A nossa estratégia de análise dos dados circunscreve-se sob a perspectiva de análise de discurso. Sendo assim, pretendemos, na esteira de Lima (1994, pp. 64–65), utilizar como mecanismos do processo de análise de dados as seguintes etapas: 1- Descrição: Retirada do discurso da fita cassete [sic] sem alterar uma única palavra [...]; 2- Redução fenomenológica: Na qual o pesquisador julga mais significativo determinadas unidades e as destaca do discurso para análise. É a busca do essencial [...]. Isto é, frases revelatórias; 3- Reorganização das unidades: Após a 2ª etapa, alguns discursos necessitam de uma reorganização das unidades, pois muitas delas convergem entre si, falam sobre o mesmo assunto, ainda são convergências dentro do próprio discurso; 4- Interpretação fenomenológica: Passada a 3ª etapa, realizamos a transformação das expressões cotidianas [...] numa linguagem adequada, com ênfase no fenômeno que está sendo investigado.
RESULTADOS
Para facilitar a compreensão dos resultados, selecionamos e dividimos os discursos mais significativos em duas unidades: Uma questão de lucro e Preferência, sexismo e preconceito. Em ambas, as falas proferidas pelos entrevistados aparecerão numeradas, o que facilitará o entendimento das posteriores análises.
Uma questão de lucro
Fala 1. Entrevistado C.L.: [...] se tiver um negócio chamando muita atenção. Se tiver com uma roupa nova, é isso que a gente vai fazer. Se não a gente procura alguma coisa. Então, isso que é jornalismo, isso.

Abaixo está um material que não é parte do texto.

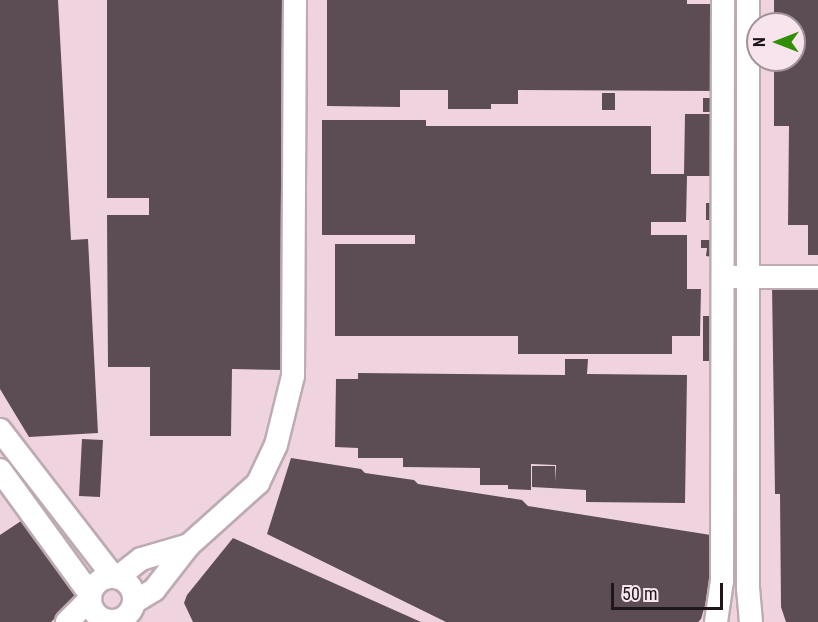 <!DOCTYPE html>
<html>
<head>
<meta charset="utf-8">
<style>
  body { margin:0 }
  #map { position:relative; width:818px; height:622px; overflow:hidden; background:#f8e4ec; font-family:"Roboto Condensed",sans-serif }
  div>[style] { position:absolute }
  .built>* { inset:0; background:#efd4e0 }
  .building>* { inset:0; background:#5c4c53; transform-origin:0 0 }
  .roads { filter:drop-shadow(2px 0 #bdabb3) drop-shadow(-2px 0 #bdabb3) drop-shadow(0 2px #bdabb3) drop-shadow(0 -2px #bdabb3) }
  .minor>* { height:22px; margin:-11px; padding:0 11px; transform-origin:11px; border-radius:11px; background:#fff }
  .minor>.ring { margin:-11px; padding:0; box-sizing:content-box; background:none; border:22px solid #fff; border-radius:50% }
  span { translate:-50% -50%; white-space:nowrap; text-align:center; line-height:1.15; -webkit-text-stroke:6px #f8e4ec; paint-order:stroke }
  .north { position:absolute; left:746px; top:12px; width:60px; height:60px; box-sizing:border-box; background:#f8e4ec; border:2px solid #a09298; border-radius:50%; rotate:270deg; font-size:16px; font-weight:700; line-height:24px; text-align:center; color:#1d171a }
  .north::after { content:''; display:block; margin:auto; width:21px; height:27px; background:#308f06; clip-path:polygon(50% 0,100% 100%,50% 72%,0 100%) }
  .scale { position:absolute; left:611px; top:583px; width:112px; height:27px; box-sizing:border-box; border:3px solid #1d171a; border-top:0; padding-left:8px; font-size:18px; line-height:21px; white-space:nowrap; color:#1d171a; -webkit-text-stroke:4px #f8e4ec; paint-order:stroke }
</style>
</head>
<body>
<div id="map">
  <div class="built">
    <div style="clip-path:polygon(evenodd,0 0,818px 0,818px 622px,0 622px,0 0,758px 24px,794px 24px,794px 60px,758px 60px,758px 24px)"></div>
  </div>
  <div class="building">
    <div style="clip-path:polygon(0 0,58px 0,71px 240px,88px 239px,98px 433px,29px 437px,0 389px)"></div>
    <div style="clip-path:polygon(107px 0,283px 0,283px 370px,232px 369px,231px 436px,150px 436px,150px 367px,108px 367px,107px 215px,149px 215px,149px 198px,107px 198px)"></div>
    <div style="clip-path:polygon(327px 0,687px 0,687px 4px,718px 4px,718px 91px,518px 90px,518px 104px,491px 104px,491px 109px,448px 109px,448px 90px,400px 90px,400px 107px,327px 106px)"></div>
    <div style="clip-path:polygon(774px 0,818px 0,818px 255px,808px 255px,808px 225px,788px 225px,789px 126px,774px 126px,774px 60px,794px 60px,794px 24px,774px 24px)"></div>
    <div style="left:602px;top:93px;width:13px;height:17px"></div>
    <div style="left:703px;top:98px;width:13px;height:14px"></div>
    <div style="clip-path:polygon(685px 114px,718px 114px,717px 176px,687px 176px,686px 222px,651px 222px,651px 235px,687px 235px,687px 289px,701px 289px,700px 336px,672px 336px,672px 354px,518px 354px,518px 336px,335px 336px,335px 244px,415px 244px,415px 235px,322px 235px,322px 120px,426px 120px,426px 126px,651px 126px,651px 174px,684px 174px)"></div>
    <div style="left:706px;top:203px;width:7px;height:17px"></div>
    <div style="clip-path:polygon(701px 240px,713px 240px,712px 257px,706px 256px,707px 248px,701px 248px)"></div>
    <div style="clip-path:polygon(818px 284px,818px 622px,786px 622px,781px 607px,780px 494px,775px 494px,772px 285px)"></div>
    <div style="left:703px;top:316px;width:13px;height:45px"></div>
    <div style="clip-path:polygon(565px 359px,588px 359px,587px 374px,687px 375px,685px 503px,586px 502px,586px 490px,532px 487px,532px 466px,555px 466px,556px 482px,556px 465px,531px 464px,531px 490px,508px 489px,508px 485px,480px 485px,480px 468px,403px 467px,403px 458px,358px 458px,358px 448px,335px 447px,336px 379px,358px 379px,358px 373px,565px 375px)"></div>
    <div style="left:82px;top:439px;width:21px;height:57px;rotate:3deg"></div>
    <div style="clip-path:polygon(291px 458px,361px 469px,365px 473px,414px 480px,418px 484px,522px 500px,528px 506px,717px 536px,706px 602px,701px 619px,698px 622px,446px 622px,267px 534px)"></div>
    <div style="clip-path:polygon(30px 515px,80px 593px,51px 622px,0 622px,0 535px)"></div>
    <div style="clip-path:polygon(233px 538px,421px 622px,193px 622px,184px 603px,187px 595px)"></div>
  </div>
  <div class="roads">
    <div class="minor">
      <div style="left:748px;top:0;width:588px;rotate:90deg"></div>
      <div style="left:748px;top:588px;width:34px;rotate:85deg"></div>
      <div style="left:733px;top:277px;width:85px"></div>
      <div style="left:0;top:430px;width:185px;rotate:52.3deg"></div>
      <div style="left:0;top:470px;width:153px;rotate:54deg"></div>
      <div class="ring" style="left:90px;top:577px;width:22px;height:22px"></div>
      <div style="left:118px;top:577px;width:29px;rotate:-38deg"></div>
      <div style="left:141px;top:559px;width:50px;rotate:-16.3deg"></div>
      <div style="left:134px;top:602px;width:23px;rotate:-31deg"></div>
      <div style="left:154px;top:590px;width:57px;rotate:-52.1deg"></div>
      <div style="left:189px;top:545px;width:93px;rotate:-41.9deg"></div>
      <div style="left:258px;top:483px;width:42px;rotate:-64.7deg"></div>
      <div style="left:276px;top:445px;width:71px;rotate:-76.2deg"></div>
      <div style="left:293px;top:376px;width:376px;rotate:-89.7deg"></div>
      <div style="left:67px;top:622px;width:33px;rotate:-45deg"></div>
      <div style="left:716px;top:622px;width:41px;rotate:-81.7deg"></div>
      <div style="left:722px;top:581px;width:581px;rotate:-89.9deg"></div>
    </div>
  </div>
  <div class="north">N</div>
  <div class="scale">50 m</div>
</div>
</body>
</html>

Fala 1. Entrevistado O.V.: Porra [sic], a sociedade quer ver tudo, quer ver tudo. E a gente vai ter vezes que tem que mostrar né? [...] dentro do esporte [sic] a gente pega o que tem que pegar [...] pode tá de qualquer jeito, um gesto obsceno a gente também manda a ver.
Fala 1. Entrevistado R.A.: [...] já tá mais do que provado que a indústria do sexo é a que mais vende. Então, as pessoas cada vez mais exploram isso, não só profissionalmente. [...] É, a sociedade que pede, porque se não, não era consumido, concorda?.
Fala 2. Entrevistado R.A.: Olha a mídia em geral ela [balbuciou] Ela explora o que vende [...]. Eu acho que o fotógrafo tem que ser sensível ao ponto de saber o que é notícia e o que ele pode vender. Então, o cara partindo do princípio que a sensualidade vende, ele tem que ter a sensibilidade de fotografar aquele momento, de pegar aquele momento e, na medida do possível, colocar isso na mídia, né [Pausa] Ou vender isso. É claro, de uma maneira elegante, nunca pejorativa.
Fala 3. Entrevistado R.A.: [...] É o diretor de arte quem determina que foto vai ser [Pausa] Então, se uma foto mais sensual de uma jogadora de vôlei ele entender que vai vender mais, é aquela foto que vai pro jornal, entendeu?.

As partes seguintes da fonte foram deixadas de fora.